So wie ich das auf der Herstellerseite gesehen habe passen da 2 Radiatoren a 120mm mit einer Dicke von 27mm rein. Wenn dann wäre eine Custom Wakü besser, um die beiden 120er Plätze ausnutzen zu können.


Sind aufgeben, wie bei Prime der Alltag für das System? Wenn es kein render-System ist, dann würde ich undervolten und nur in Spielen testen.


----------



## RNG_AGESA (24. Oktober 2019)

*AW: Noctua NH-L12S auf Ryzen 3600 -> Kühler zu schwach?*

undervolting löst gleich mehrere ernsthafte problme des RYZEN (überhitzung, temp-peaks, extremer stromverbrauch im idle)
AMD Ryzen 3000: Stromsparen bei AMD-CPUs durch Undervolting?
im schnitt 10c kühler, keine peaks mehr und leistungsverlust unter 1% bei ca 50+% stromersparnis.


----------



## Elthy (24. Oktober 2019)

*AW: Noctua NH-L12S auf Ryzen 3600 -> Kühler zu schwach?*

In "realen" Anwendungen kommen die Temperaturen nicht so hoch, selbst beim Cinebench-Loop erreiche ich nur 78°, auch wenn meine RX 480 mit Furmark das Gehäuse maximal aufheizt. Vlt lässt sich damit doch arbeiten, hatte gerade bei den neuen Prozessoren gedacht das die konstant an der TDP Grenze hängen und deswegen Prime für nen guten Test gehalten.

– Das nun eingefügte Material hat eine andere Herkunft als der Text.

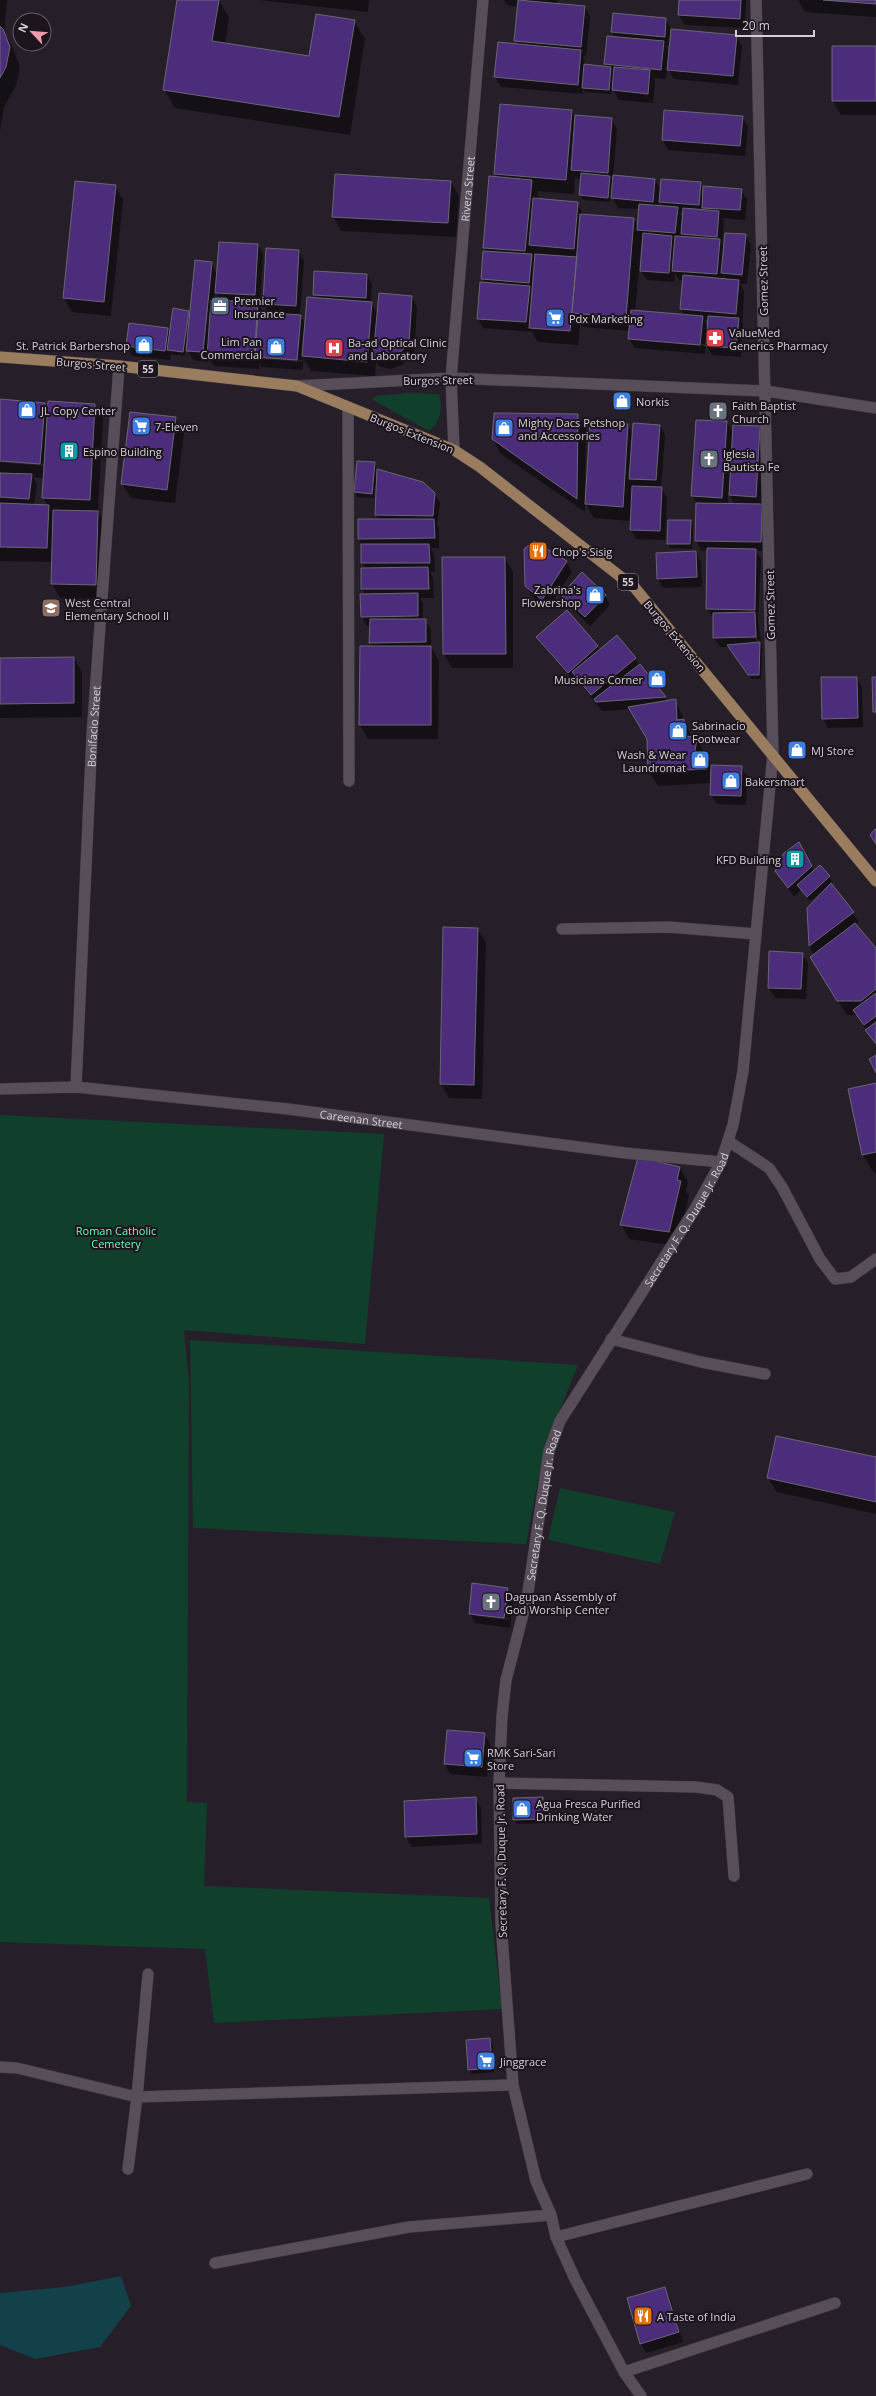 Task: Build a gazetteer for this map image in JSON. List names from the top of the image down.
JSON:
{
  "streets": {
    "main road": ["Burgos Street", "55", "Burgos Extension"],
    "street": [
      "Rivera Street",
      "Gomez Street",
      "Bonifacio Street",
      "Careenan Street",
      "Secretary F. Q. Duque Jr. Road"
    ]
  },
  "crossings": [
    ["Rivera Street", "Burgos Street"],
    ["Rivera Street", "Burgos Extension"],
    ["Gomez Street", "Burgos Street"],
    ["Gomez Street", "Burgos Extension"],
    ["Gomez Street", "Secretary F. Q. Duque Jr. Road"],
    ["Burgos Street", "Burgos Extension"],
    ["Burgos Street", "Bonifacio Street"],
    ["Burgos Extension", "Secretary F. Q. Duque Jr. Road"],
    ["Bonifacio Street", "Careenan Street"],
    ["Careenan Street", "Secretary F. Q. Duque Jr. Road"]
  ],
  "parks": ["Roman Catholic Cemetery"],
  "places": {
    "office": ["Premier Insurance"],
    "supermarket": [
      "Pdx Marketing",
      "7-Eleven",
      "RMK Sari-Sari Store",
      "Jinggrace"
    ],
    "pharmacy": ["ValueMed Generics Pharmacy"],
    "shop": [
      "St. Patrick Barbershop",
      "Lim Pan Commercial",
      "Norkis",
      "JL Copy Center",
      "Mighty Dacs Petshop and Accessories",
      "Zabrina's Flowershop",
      "Musicians Corner",
      "Sabrinacio Footwear",
      "MJ Store",
      "Wash & Wear Laundromat",
      "Bakersmart",
      "Agua Fresca Purified Drinking Water"
    ],
    "hospital": ["Ba-ad Optical Clinic and Laboratory"],
    "church": ["Faith Baptist Church", "Iglesia Bautista Fe", "Dagupan Assembly of God Worship Center"],
    "building": ["Espino Building", "KFD Building"],
    "restaurant": ["Chop's Sisig", "A Taste of India"],
    "school or university": ["West Central Elementary School II"]
  },
  "scale_bar": "20 m",
  "north": "top left"
} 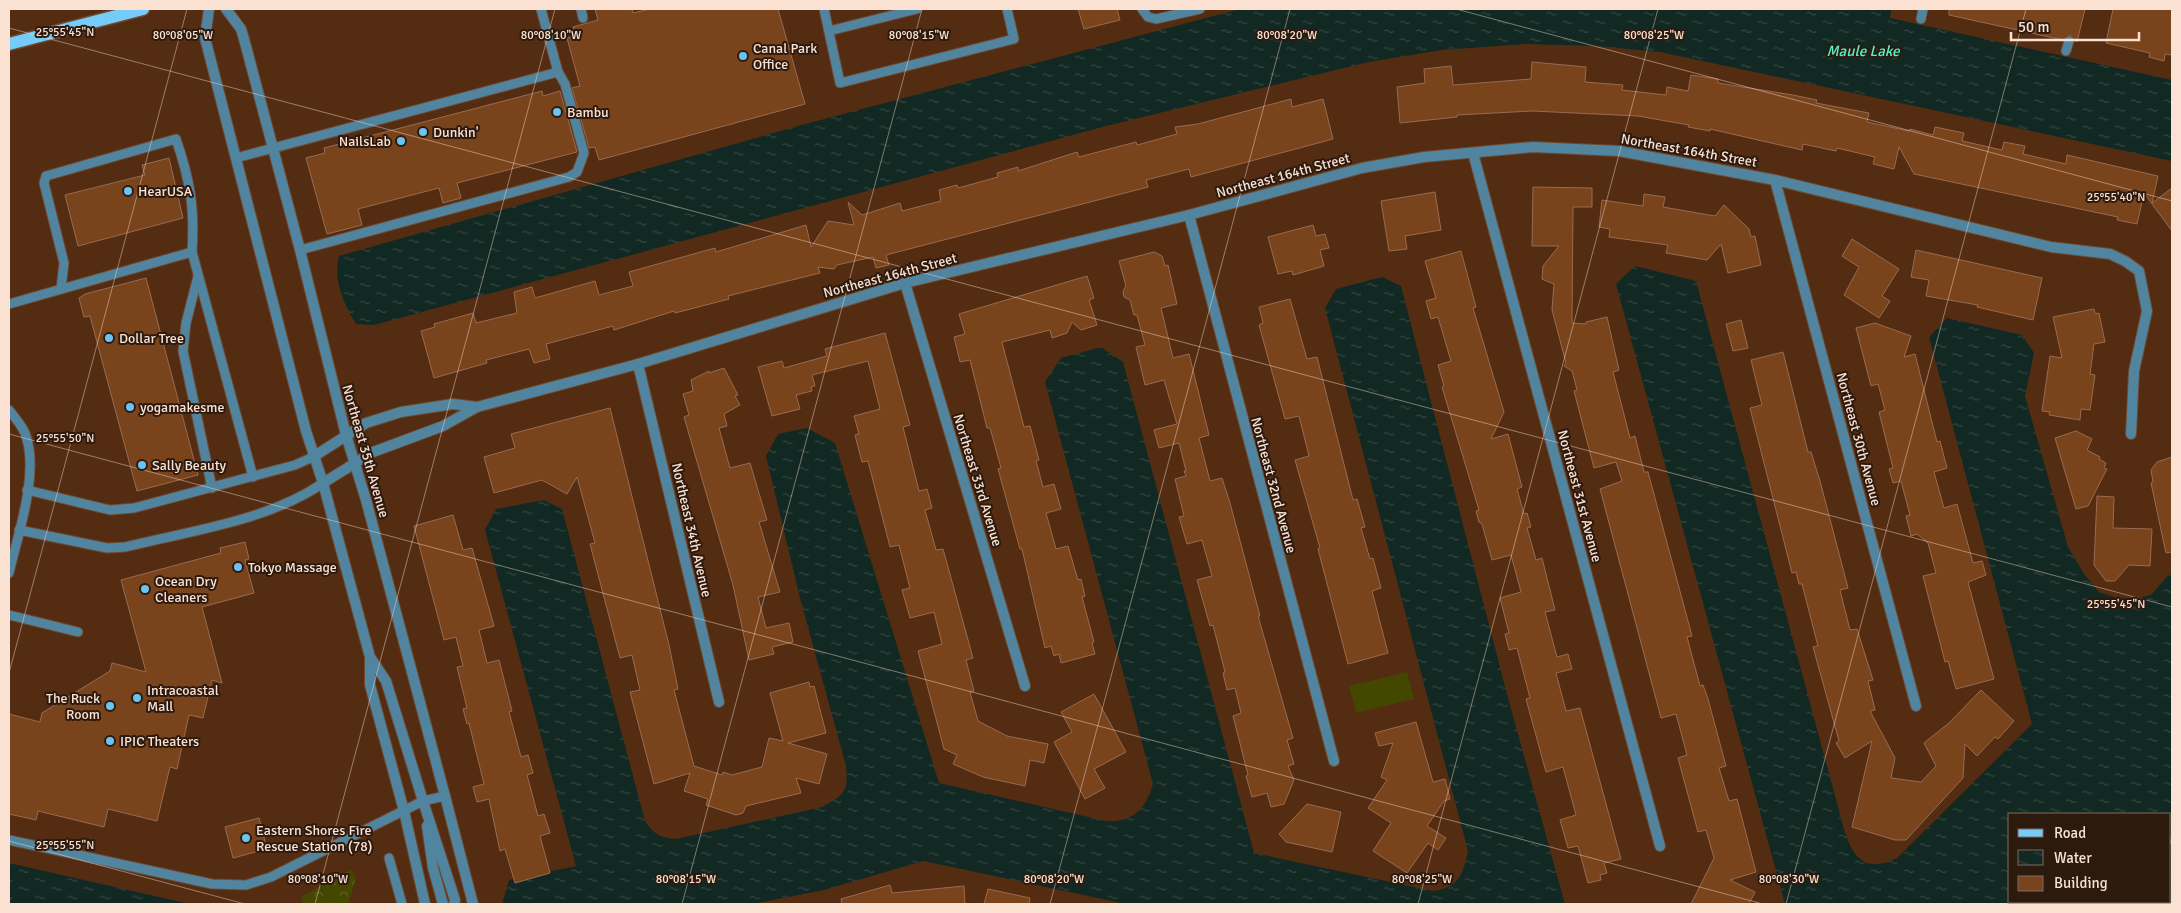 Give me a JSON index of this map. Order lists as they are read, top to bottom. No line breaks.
{"streets":{"street":["Northeast 164th Street","Northeast 30th Avenue","Northeast 35th Avenue","Northeast 33rd Avenue","Northeast 32nd Avenue","Northeast 31st Avenue","Northeast 34th Avenue"]},"crossings":[["Northeast 164th Street","Northeast 30th Avenue"],["Northeast 164th Street","Northeast 35th Avenue"],["Northeast 164th Street","Northeast 33rd Avenue"],["Northeast 164th Street","Northeast 32nd Avenue"],["Northeast 164th Street","Northeast 31st Avenue"],["Northeast 164th Street","Northeast 34th Avenue"]],"water":["Maule Lake"],"places":["Canal Park Office","Bambu","Dunkin'","NailsLab","HearUSA","Dollar Tree","yogamakesme","Sally Beauty","Tokyo Massage","Ocean Dry Cleaners","Intracoastal Mall","The Ruck Room","IPIC Theaters","Eastern Shores Fire Rescue Station (78)"],"legend":["Road","Water","Building"],"scale_bar":"50 m","coordinates":["25°55'45\"N","80°08'05\"W","80°08'10\"W","80°08'15\"W","80°08'20\"W","80°08'25\"W","25°55'40\"N","25°55'50\"N","25°55'55\"N","80°08'30\"W"]}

Was für Spiele würdet ihr denn zum Prozessor testen verwenden? Hab erstmal nur Witcher 3 installiert, da langweilt sich der Prozessor aber. Gerendert wird eigentlich nicht...

Das ganze Thema Undervolting hatte ich ignoriert weil ich mal gelesen habe das die Leistung dadurch stärker sinkt, muss ich mir wohl nochmal genauer angucken.


----------



## IICARUS (24. Oktober 2019)

*AW: Noctua NH-L12S auf Ryzen 3600 -> Kühler zu schwach?*

78°C sind kein Problem für den Prozessor.
Alles was unter der Temperatur liegt wo der Prozessor heruntertakten würde ist in Ordnung.


----------



## Fox2010 (24. Oktober 2019)

*AW: Noctua NH-L12S auf Ryzen 3600 -> Kühler zu schwach?*

Naja der Kühler hat auch nur 4 Heatpipes und ist auch ziemlüch Dünn. Da wird man bei Ryzen 3000 bei Prime schon solche Temps haben, kommt auch drauf an wie die Wärmeleitpaste aufgetragen wurde. 
Bei einem Klecks in der Mitte ist die CPU nicht immer ganz bedeckt und weil der Hotspot nicht in der Mitte ist könnte das auch schon zu ein paar C° mehr führen. 
Am besten ist die Paste über die ganze CPU dünn zu verstreichen bei den neuen Ryzen.

Die Teile lassen sich halt nur schwer in kleinen Systemen ordentlich kühlen.


----------



## IICARUS (24. Oktober 2019)

*AW: Noctua NH-L12S auf Ryzen 3600 -> Kühler zu schwach?*



Fox2010 schrieb:


> Naja der Kühler hat auch nur 4 Heatpipes und ist auch ziemlüch Dünn. Da wird man bei Ryzen 3000 bei Prime schon solche Temps haben, kommt auch drauf an wie die Wärmeleitpaste aufgetragen wurde.


Das war auch das was mir auch direkt aufgefallen ist und angemerkt hatte, aber er bekommt in seinem Gehäuse laut seiner Aussage kein anderen verbaut.


----------